En termes d'avenir justement, qu'en est-il de la révision du POSEI ?
Elle concerne l'ensemble des régions ultrapériphériques de l'Europe. Actuellement, il est question de reconduire l'enveloppe au niveau actuel avec de nouveaux besoins et de nouveaux entrants, comme Mayotte. Le gouvernement français a un combat à mener avec Bruxelles. Encore faut-il le mener avec la conviction nécessaire. L'ambiance qui règne dans les ministères est d'aller prendre l'argent dans les enveloppes des autres.

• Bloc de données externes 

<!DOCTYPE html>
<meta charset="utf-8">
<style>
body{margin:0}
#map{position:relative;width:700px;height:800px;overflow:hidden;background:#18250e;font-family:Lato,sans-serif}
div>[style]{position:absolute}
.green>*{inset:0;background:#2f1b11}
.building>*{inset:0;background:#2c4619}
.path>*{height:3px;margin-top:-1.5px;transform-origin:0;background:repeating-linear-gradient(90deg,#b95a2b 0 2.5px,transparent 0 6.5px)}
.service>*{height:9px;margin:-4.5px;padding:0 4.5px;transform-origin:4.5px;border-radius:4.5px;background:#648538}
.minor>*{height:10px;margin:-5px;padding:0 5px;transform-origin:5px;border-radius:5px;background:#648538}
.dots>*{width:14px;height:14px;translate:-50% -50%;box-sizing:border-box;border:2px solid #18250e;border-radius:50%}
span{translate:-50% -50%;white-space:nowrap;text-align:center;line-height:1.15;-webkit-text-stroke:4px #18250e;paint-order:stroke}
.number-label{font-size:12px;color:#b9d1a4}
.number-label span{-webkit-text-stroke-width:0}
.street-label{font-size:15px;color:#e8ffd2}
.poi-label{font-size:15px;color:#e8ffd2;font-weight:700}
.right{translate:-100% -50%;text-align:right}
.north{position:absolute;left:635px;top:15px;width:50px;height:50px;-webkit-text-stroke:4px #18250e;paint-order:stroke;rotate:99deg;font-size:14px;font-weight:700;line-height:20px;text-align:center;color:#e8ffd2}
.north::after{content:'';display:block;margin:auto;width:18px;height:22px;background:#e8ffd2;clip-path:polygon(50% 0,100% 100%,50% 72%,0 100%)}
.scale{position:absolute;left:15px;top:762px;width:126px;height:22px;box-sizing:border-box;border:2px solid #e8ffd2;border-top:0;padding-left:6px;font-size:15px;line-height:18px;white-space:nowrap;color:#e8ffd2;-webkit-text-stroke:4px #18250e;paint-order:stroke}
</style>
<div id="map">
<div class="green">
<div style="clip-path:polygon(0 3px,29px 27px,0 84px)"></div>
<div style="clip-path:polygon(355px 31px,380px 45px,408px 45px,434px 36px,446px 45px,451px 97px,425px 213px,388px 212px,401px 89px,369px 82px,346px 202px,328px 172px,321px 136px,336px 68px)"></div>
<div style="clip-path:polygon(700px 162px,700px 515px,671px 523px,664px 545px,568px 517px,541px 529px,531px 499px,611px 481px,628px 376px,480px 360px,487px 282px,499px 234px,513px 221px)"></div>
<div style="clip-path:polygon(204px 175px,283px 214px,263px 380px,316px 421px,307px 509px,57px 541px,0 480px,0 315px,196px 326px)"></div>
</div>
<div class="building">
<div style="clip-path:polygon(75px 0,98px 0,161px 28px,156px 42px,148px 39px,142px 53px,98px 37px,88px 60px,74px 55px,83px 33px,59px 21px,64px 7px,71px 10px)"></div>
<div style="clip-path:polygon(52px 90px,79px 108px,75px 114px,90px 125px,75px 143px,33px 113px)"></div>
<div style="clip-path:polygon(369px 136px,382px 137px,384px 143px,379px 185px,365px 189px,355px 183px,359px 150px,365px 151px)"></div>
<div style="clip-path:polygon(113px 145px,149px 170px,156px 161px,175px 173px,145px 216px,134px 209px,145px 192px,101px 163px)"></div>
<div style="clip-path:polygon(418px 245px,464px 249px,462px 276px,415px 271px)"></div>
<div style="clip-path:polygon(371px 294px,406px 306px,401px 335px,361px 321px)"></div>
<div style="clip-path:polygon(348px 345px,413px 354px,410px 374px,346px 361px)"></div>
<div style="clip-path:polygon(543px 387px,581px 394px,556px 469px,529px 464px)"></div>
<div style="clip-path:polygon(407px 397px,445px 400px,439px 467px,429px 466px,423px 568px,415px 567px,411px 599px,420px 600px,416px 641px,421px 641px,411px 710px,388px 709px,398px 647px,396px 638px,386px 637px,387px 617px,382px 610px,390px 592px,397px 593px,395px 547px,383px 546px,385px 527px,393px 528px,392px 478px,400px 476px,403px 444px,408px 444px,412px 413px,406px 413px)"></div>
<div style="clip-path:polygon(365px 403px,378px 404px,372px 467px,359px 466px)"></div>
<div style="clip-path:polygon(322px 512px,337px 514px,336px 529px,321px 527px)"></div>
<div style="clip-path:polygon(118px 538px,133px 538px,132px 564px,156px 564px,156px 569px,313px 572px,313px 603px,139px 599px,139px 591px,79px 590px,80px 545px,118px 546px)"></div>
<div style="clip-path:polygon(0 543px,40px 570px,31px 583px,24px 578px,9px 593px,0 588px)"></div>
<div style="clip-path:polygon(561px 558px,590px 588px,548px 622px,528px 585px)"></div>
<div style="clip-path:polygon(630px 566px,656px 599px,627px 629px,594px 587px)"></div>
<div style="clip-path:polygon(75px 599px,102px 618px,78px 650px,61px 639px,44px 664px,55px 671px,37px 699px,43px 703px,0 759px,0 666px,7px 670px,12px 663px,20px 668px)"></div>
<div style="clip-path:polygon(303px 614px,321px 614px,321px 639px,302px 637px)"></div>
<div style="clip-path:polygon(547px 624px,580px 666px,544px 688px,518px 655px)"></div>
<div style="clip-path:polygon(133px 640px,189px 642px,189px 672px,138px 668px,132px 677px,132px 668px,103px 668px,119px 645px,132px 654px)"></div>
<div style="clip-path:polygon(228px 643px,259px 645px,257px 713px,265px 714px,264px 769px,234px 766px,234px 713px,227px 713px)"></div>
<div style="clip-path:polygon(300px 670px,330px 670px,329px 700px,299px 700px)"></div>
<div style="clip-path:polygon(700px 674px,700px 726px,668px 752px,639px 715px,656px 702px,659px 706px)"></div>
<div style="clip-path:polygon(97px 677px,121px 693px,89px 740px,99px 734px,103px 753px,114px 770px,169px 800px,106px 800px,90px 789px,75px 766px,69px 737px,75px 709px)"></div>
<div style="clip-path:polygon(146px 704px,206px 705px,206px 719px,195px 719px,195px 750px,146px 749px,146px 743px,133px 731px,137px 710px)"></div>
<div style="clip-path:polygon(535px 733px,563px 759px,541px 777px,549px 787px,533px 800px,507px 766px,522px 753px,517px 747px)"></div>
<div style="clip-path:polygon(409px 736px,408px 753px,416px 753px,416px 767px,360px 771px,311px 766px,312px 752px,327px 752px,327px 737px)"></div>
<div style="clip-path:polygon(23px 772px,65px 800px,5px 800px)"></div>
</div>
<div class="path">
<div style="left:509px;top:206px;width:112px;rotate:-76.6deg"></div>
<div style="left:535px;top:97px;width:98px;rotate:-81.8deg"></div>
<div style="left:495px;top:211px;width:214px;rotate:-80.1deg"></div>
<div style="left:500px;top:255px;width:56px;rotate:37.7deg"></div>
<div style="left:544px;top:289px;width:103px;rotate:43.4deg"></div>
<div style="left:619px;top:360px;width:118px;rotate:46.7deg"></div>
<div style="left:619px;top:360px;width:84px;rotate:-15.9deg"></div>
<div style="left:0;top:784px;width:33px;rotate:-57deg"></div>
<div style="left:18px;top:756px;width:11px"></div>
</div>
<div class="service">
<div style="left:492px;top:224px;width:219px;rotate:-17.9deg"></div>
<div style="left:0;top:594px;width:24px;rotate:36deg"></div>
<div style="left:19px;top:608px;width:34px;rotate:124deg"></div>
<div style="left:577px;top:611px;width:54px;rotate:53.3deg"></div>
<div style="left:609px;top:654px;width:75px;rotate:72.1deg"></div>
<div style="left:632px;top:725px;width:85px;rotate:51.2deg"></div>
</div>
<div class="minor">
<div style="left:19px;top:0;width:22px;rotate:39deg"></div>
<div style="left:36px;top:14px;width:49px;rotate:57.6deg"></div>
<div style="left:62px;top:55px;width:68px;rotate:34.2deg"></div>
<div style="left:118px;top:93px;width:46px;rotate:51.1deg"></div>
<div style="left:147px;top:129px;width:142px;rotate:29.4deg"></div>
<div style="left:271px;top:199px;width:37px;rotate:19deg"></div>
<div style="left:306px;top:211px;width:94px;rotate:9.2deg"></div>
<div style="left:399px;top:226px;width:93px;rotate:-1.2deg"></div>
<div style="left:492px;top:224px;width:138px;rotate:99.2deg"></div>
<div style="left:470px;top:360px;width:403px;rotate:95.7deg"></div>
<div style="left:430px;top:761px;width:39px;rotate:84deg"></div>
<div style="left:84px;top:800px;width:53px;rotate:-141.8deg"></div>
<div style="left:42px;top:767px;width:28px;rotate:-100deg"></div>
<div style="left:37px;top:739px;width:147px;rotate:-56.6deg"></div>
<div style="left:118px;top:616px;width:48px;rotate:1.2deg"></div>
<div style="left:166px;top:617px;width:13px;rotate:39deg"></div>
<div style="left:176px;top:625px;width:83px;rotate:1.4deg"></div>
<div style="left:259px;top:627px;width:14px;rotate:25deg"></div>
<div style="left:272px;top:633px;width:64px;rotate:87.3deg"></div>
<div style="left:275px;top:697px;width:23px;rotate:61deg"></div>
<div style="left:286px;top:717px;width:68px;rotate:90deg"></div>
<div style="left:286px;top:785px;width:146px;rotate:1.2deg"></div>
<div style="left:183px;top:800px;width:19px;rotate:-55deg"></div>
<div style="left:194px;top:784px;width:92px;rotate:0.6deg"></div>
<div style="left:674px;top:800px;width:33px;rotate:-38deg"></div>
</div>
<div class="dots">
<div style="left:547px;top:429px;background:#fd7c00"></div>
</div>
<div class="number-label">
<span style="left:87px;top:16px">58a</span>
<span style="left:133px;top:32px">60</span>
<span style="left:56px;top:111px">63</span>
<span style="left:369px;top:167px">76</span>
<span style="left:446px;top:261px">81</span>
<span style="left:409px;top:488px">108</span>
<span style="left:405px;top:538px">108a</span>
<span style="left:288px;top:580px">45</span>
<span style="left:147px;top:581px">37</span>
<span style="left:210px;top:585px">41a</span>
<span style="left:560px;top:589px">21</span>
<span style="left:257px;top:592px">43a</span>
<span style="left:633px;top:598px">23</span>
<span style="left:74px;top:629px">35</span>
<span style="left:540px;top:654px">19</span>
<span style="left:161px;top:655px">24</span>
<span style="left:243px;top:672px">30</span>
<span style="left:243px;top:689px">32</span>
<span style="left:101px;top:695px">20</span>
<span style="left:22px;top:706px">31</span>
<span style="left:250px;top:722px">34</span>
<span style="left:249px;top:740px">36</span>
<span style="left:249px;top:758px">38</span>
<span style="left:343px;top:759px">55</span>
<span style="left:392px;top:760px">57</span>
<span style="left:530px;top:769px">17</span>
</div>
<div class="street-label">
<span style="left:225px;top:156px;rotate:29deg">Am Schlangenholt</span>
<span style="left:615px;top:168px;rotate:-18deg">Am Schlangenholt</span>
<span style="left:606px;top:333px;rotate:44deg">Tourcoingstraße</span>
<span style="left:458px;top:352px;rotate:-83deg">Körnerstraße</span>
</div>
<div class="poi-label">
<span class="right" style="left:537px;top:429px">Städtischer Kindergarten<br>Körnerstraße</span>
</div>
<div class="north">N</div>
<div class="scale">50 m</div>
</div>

En l'occurrence la banane ?
Oui, il est de bon ton de dire que la banane dispose de moyens importants. On oublie que la banane était une activité au bord du dépôt de bilan, il y a quelques années.
Elle s'est redressée de façon spectaculaire mais aujourd'hui, les producteurs sont confrontés à des difficultés, comme la cercosporiose.
Les filières se rejoignent sur le traitement phytosanitaire mais, pour le POSEI, n'êtes-vous pas en rivalité ?
Je ne peux pas répondre pour tout le monde mais je ne traite pas le dossier de cette façon-là. Les dirigeants des différentes filières agricoles savent que les uns ont besoin des autres. Personne, de bon sens, ne peut imaginer que l'on remplacera les nombreux emplois de la banane par quelque chose d'autre. Par contre, à Paris, il n'y a pas une prise en compte intelligente et globale de la problématique agricole de l'Outre-mer. La connaissance de M. Le Foll sur l'Outre-mer est réduite, puisqu'il n'y a jamais mis les pieds.